Most creative people have more ideas for personal projects than they could ever possibly pursue. So how to decide which ones to pursue? A big part of it should be intuition and “gut”. I discard a lot of ideas as being either un-compelling or ridiculously complex and outside my competence. The ones I do pursue tend to be those that keep coming back to my mind again and again, unbidden. I think really worthwhile ideas assert themselves somehow, more choosing me than me choosing them. My own preference for personal projects is that they be just a little outside of what my day to day work is. I prefer to spend discretionary time on things that will push me to learn new skills that build on my existing strengths.


Any new personal project added to your current commitments is going to take time. There’s no way around that. Yes, you’re on your own schedule, but at some point it would be great to complete the project. You do need to “make” time, but since that’s impossible, effectively it means deciding to give up doing something else. That could be anything from cutting back on watching TV and playing video games to deciding to get up an hour earlier every day.
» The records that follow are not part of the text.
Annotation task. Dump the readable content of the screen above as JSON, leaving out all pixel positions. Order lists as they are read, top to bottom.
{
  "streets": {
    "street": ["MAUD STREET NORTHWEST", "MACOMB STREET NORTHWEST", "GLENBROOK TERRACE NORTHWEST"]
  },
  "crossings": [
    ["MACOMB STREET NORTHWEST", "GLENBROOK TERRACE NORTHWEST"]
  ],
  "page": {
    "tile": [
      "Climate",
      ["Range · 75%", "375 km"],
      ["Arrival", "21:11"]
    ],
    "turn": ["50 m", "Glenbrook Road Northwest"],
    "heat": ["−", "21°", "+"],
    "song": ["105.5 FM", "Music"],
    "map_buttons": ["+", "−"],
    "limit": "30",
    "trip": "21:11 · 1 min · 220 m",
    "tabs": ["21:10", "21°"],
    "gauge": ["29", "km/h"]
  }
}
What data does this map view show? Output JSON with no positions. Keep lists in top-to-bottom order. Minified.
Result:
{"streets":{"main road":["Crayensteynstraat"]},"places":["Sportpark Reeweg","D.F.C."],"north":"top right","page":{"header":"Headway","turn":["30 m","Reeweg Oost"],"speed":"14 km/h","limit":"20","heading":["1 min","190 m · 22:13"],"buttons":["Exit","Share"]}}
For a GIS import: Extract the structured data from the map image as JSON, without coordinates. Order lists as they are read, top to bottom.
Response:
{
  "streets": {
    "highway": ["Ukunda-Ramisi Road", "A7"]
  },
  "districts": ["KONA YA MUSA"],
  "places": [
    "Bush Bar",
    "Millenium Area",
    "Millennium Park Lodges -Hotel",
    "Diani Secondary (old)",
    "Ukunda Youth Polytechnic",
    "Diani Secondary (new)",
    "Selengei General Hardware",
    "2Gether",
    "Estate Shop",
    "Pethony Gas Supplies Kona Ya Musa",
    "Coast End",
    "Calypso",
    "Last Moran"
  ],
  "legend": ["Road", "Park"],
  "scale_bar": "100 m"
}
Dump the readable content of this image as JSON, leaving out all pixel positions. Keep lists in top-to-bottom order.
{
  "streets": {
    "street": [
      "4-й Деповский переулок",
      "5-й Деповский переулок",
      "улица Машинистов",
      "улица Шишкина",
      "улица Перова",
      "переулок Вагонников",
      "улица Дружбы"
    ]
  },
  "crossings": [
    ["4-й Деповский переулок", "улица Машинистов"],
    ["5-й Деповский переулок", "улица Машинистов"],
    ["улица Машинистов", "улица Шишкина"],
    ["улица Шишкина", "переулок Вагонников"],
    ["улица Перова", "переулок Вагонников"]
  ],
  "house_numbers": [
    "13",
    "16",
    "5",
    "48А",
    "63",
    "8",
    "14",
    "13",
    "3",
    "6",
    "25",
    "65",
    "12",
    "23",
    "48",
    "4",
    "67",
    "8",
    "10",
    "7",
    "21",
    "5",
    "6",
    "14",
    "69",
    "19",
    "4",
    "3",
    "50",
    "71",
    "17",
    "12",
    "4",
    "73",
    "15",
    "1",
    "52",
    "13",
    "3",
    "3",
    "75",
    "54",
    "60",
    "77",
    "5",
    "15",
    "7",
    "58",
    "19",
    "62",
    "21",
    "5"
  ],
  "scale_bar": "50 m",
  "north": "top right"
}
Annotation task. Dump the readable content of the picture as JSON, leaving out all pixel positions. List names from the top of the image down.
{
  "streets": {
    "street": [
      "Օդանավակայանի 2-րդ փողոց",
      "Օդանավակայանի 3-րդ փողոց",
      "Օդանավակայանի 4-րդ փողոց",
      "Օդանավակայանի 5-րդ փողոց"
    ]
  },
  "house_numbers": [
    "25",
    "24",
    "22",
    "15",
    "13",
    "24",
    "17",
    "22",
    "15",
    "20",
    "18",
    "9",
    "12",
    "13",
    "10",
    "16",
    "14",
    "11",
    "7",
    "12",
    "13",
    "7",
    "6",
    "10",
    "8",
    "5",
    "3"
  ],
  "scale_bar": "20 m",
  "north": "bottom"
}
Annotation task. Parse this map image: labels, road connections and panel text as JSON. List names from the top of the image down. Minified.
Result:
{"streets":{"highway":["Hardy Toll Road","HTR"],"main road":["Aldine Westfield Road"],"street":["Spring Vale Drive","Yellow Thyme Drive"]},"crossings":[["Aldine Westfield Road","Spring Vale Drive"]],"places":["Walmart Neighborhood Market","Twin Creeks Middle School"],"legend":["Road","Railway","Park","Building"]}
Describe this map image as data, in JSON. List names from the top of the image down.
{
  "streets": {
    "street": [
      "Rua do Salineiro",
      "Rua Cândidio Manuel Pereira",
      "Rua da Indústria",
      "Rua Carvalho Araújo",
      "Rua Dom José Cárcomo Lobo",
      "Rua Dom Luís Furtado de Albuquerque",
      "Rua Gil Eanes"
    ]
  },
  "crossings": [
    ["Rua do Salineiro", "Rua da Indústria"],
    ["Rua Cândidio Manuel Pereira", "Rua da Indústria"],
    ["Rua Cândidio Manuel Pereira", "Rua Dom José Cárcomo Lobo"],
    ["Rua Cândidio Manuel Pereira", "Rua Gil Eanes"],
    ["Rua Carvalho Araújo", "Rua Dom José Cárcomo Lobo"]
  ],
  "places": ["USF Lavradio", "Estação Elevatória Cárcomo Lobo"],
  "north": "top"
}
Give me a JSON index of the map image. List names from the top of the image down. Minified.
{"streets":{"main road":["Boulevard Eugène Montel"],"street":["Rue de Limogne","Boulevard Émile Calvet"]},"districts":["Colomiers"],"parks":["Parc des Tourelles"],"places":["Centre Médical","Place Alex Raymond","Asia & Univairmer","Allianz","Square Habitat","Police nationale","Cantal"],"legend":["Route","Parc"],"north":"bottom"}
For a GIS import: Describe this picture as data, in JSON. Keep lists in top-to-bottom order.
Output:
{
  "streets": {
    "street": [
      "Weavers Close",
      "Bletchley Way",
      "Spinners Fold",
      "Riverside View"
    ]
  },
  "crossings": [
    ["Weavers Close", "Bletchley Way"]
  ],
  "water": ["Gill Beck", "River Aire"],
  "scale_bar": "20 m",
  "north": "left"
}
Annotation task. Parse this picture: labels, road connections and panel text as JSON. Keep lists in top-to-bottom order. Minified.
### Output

The trick is to identify and give up things that are not productive, and trade them for activities that are.


It’s difficult to keep forward momentum on a project where the client is you. It’s probably different for everybody, but you need to find a way to ensure your project does not get stalled by distractions and conflicting priorities, whether your own or those of others. For the more organized among us, setting up a project schedule with milestones could be a good strategy. For others it might be the act of sharing the idea with a few supportive friends. Their occasional “hows it going?” enquiries could be enough to keep you moving forward. There should be some idea of an end point though. A project ceases to be a project and becomes more like a sentence if there’s no hint of an end.

Another test of commitment comes when it’s time to pony up some cash for prototypes or professional services. It’s one thing to spend time on your personal project, but spending money is when things start to get real. This point probably links back to the discussion about choice of project — if the project you’ve chosen to pursue requires a larger financial risk than you’re willing to take, perhaps it wasn’t the right project for you.


The purpose of many personal projects is revenue generation. It makes sense — money can be a powerful motivator. If that’s what will keep you focussed on your project, and maybe lead to a new revenue stream for you, go for it. I find most of my personal projects are more about the act of making something. It’s more about the challenge and learning from it, or less attractively, the currency of attention. Perhaps it’s a self-deceit, but I think that for every personal project I’ve ever spent time on, I learned something about myself and my abilities. Sometimes I learned I was really bad at doing something that others have found easy. Other times I’ve learned a lot about what I don’t know, by assuming it was easy. And once in a while, I’ve proven to myself that I could do something I thought might have been a bit out of reach.

Personal Projects are both tough and challenging, exhilarating and satisfying. They can keep you engaged and excited when some of your other work is less engrossing. And they can keep you humble when you get too cocky. So, what ideas are you working on?